Hans-Christian Bartel konnte Geschichten erzählen: von Konzerten, die er erlebte und die ihn berührten und inspirierten, von Kollegen, Schülern, Zeitgenossen, von Werken der Kunst, Dichtung und Musik, die ihn eine Zeit oder das Leben lang begleiteten. All das berichtete der einstige Solobratscher des Gewandhausorchesters eindrücklich im persönlichen Gespräch, nicht selten aber auch in seinen Kompositionen: Da geht es um Freude und Optimismus, um Aufmüpfigkeit und Distanz, um Konfrontation und Verlust – manchmal im Kleinen und mit scheinbar kindlichem Sinn, bisweilen aber auch untrennbar verbunden mit der politischen Geschichte des 20. Jahrhunderts. Am 27. Dezember 2014 ist Hans-Christian Bartel 82-jährig in Leipzig gestorben.
Zur Welt kam er im thüringischen Altenburg; hier erlebte er den Nationalsozialismus und den Zweiten Weltkrieg sowie die Nachkriegs- und frühe DDR-Zeit, bevor er 1951 nach Leipzig umzog. Bis 1956 studierte Bartel an der hiesigen Musikhochschule Violine (ab 1954 auch Viola) bei Gerhard Bosse und ab 1952 Komposition bei Ottmar Gerster. Neue Musik lernte Bartel bei dem Musikhistoriker Hermann Meyer und bei seinem Klavierlehrer Manfred Reinelt kennen.

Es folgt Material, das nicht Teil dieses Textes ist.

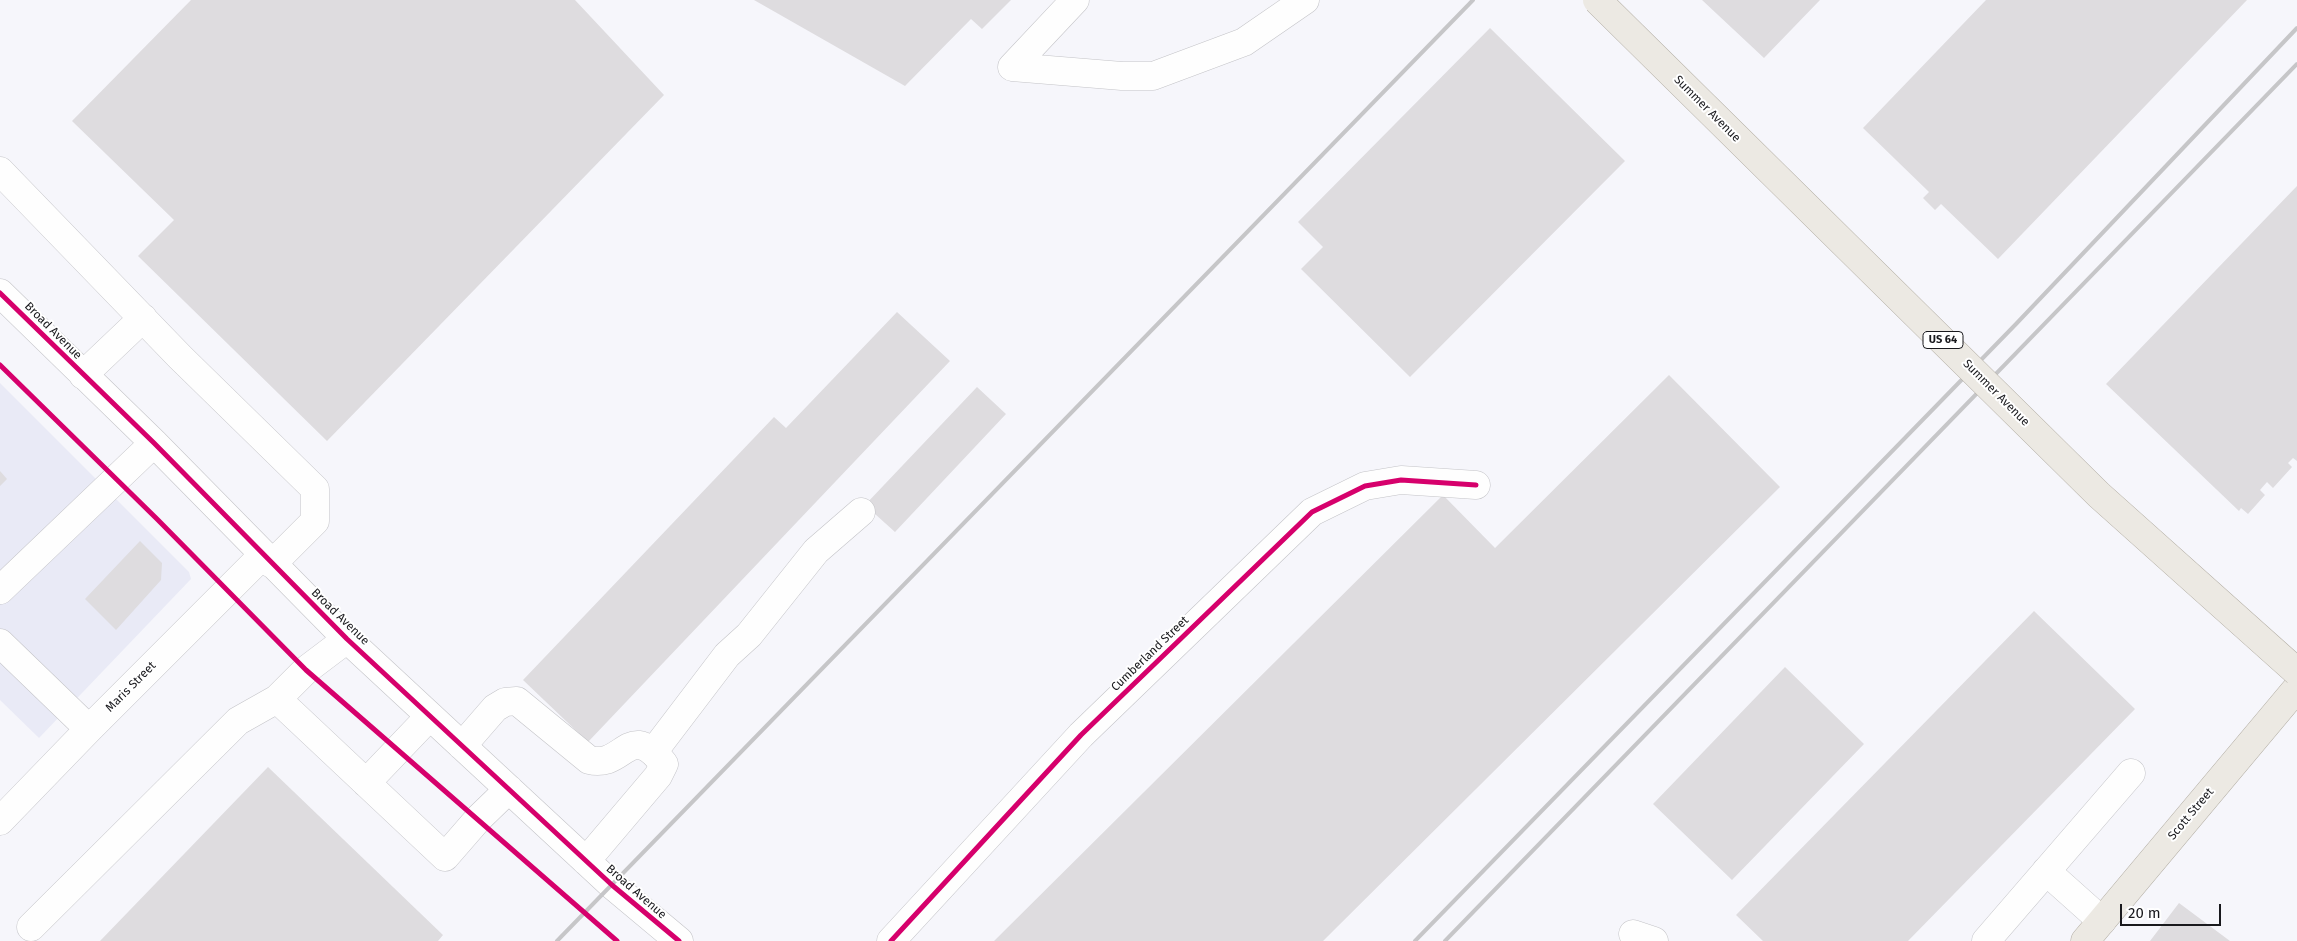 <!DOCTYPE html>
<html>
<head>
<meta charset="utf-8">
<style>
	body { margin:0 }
	#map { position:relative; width:2297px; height:941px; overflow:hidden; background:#f6f6fb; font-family:"Fira Sans",sans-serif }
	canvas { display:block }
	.scale { position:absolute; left:2120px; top:904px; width:101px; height:22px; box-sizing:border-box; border:2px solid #19191d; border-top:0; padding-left:6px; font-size:15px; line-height:18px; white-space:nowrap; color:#19191d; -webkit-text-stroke:4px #fff; paint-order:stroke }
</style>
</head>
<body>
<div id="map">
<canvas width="2297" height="941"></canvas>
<div class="scale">20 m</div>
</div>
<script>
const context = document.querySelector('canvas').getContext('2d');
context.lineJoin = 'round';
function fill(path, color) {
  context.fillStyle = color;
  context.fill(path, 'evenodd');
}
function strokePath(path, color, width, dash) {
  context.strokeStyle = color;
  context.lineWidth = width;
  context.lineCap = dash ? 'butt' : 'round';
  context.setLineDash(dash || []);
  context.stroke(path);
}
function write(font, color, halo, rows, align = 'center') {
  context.font = font + ' "Fira Sans",sans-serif';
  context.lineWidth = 4;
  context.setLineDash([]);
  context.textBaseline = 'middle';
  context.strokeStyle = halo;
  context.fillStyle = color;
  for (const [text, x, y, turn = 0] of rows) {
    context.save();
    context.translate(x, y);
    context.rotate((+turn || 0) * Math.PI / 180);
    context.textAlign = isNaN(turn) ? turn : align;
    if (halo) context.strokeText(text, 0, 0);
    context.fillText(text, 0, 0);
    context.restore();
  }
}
fill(new Path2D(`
	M 0,383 L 189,572 L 191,579 L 39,738 L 0,700 Z`), '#e9eaf6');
fill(new Path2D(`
	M 191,0 L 575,0 L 664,95 L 327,441 L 138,256 L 174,220 L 72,121 Z
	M 754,0 L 1011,0 L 982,29 L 971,19 L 905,86 Z
	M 1702,0 L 1820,0 L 1764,58 Z
	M 1986,0 L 2247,0 L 1998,259 L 1941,204 L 1935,210 L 1923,198 L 1929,192 L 1863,128 Z
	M 1490,28 L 1625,161 L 1410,377 L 1301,269 L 1323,247 L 1298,222 Z
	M 2297,186 L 2297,461 L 2293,458 L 2288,463 L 2292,467 L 2273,488 L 2267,482 L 2260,490 L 2265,495 L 2248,514 L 2241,508 L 2239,511 L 2106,384 Z
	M 897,312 L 950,361 L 588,742 L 523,680 L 774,417 L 786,428 Z
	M 1669,375 L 1780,487 L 1323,941 L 994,941 L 1443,495 L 1495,548 Z
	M 977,387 L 1006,414 L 895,532 L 865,505 Z
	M 0,471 L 7,479 L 0,486 Z
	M 140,541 L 162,563 L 161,580 L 116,630 L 85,599 Z
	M 2034,611 L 2135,709 L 1908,941 L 1763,941 L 1736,915 Z
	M 1785,667 L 1864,744 L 1732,880 L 1653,804 Z
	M 268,767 L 443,935 L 438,941 L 100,941 Z
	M 2179,903 L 2230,941 L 2150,941 Z`), '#dedcdf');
const minor = new Path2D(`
	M 1075,0 L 1012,67 L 1122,76 L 1153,76 L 1244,42 L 1305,0
	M 0,171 L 180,357 L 315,489 L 315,521 L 272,564
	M 0,293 L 154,443 L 347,639 L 612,885 L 679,941
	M 83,375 L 143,318
	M 0,590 L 154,443
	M 347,639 L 306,670 L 277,699 L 445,857 L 478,819 L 509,789
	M 0,643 L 89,729
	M 462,746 L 495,708 L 505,702 L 517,701 L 589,760 C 625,769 628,719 664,764 L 658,776 L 586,861
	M 654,751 L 727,655 L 749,635 L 816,551 L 861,512
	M 366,783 L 430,716
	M 0,821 L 89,729 L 263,555
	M 2046,871 L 2102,921
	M 31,927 L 238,721 L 277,699
	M 1633,934 L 1654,941
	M 891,941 L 1081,735 L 1312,512 L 1365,486 L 1401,480 L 1476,485
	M 1986,941 L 2131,773`);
const major = new Path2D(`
	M 2085,941 L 2297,688`);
strokePath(minor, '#c3c3c7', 29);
strokePath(major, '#b0aba1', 29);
strokePath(minor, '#fefefe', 28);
strokePath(major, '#ece9e3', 28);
strokePath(new Path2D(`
	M 557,941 L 1473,0
	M 1415,941 L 2016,324 L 2297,28
	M 1445,941 L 2297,64`), '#c6c6c8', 4);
const majorBridge = new Path2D(`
	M 1597,0 L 2099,495 L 2297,672`);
strokePath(majorBridge, '#b0aba1', 29, []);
strokePath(majorBridge, '#ece9e3', 28);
strokePath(new Path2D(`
	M 0,293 L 154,443 L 347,639 L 612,885 L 679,941
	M 0,365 L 157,519 L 306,670 L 617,941
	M 891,941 L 1081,735 L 1312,512 L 1365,486 L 1401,480 L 1476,485`), '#d6006c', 5);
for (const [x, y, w] of [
	[1943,340,40]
]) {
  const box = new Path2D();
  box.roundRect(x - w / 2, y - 8.5, w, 17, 4);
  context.fillStyle = '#fff';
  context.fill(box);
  strokePath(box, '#19191d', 1);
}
write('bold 11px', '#19191d', null, [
	["US 64",1943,340]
]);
write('12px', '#19191d', '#fff', [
	["Summer Avenue",1707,109,45],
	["Broad Avenue",53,331,45],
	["Summer Avenue",1996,393,45],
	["Broad Avenue",340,617,44],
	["Cumberland Street",1150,654,-44],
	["Maris Street",131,687,-45],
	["Scott Street",2191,814,-50],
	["Broad Avenue",636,892,41]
]);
</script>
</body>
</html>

Die Umsetzung seiner neuen Erkenntnisse findet sich 1955 im Oboenquartett, seinem ersten zwölftönigen Stück. Ein Jahr später wurde Bartel Dozent für theoretische Fächer am Zwickauer Robert-Schumann-Konservatorium; hier brachte er den Studenten Werke von Webern und Strawinsky näher - was in parteioffiziellen Augen der „Jugendverhetzung“ gleichkam. Ein Glücksfall war in dieser Zeit die Position als Bratscher im Gewandhausorchester zum 1. März 1958; im Jahr darauf wurde Bartel Solobratscher und blieb es bis 1996. In den 1960er-Jahren entstanden jene beiden Orchesterwerke Bartels, die sicher dauerhaft bekannt bleiben werden.
Zum einen das spannungsreiche und vielseitige „Konzert für kleines Orchester und Solobratsche“, das Václav Neumann mit dem Gewandhausorchester 1963 aus der Taufe hob; Solist war Hans-Christian Bartel selbst. Zum anderen das „Konzert für Orchester“, uraufgeführt 1967 wiederum unter Leitung von Václav Neumann. Dieses einsätzige Werk basiert als letztes Zwölftonstück Bartels auf derselben Reihe wie jenes im Studium komponierte „Oboenquartett“ sowie auf (fast) demselben Hauptthema. Musikalisch zwingend baut Bartel hier gleichsam ein persönliches Desaster, eine Art Leidensgeschichte, in der es um die Position des Einzelnen in einer doktrinären Gesellschaft geht. „Oboenquartett“ und „Konzert für Orchester“ umschließen so eine Phase in Bartels kompositorischer Entwicklung, die musikalisch in Niedergeschlagenheit endete.
Danach wirkte Bartel rund 20 Jahre lang ausschließlich als Interpret, eine zeitlang auch in der legendären „Gruppe Neue Musik ,Hanns Eisler‘“. In der „Szene“ neuer Musik war Bartel nie heimisch. Was immer gerade Mode war – er betrachtete es mit „Argwohn“ und schrieb auch selbst seit den späten 80er- und 90er-Jahren weit gelassener: In den jüngeren Instrumentalwerken gibt es keine Tutti-Solo-Konflikte mehr; das harmonische Miteinander wird nur noch episodenhaft angespannter. Auch im Ruhestand entstanden weiterhin nur wenige Stücke, allesamt sorgsam konzipiert und meist für lange auserwählte Interpreten erdacht. So schrieb Bartel mit „Laudato si, mi Signore“ ein Werk für den Thomanerchor und für Thomas Zehetmair ein Violinkonzert, das 2008 im Gewandhaus uraufgeführt wurde.
Hier wurde 2013 auch sein letztes Werk aus der Taufe gehoben: die Vokalsinfonie „Lieder vom Menschen“. Noch einmal erzählt Bartel in dem gut einstündigen Werk, was ihm wichtig ist. Und beendet sein „Doppelleben“ (Bartel) als Komponist und Interpret in einer üppigen und positiven Überhöhung.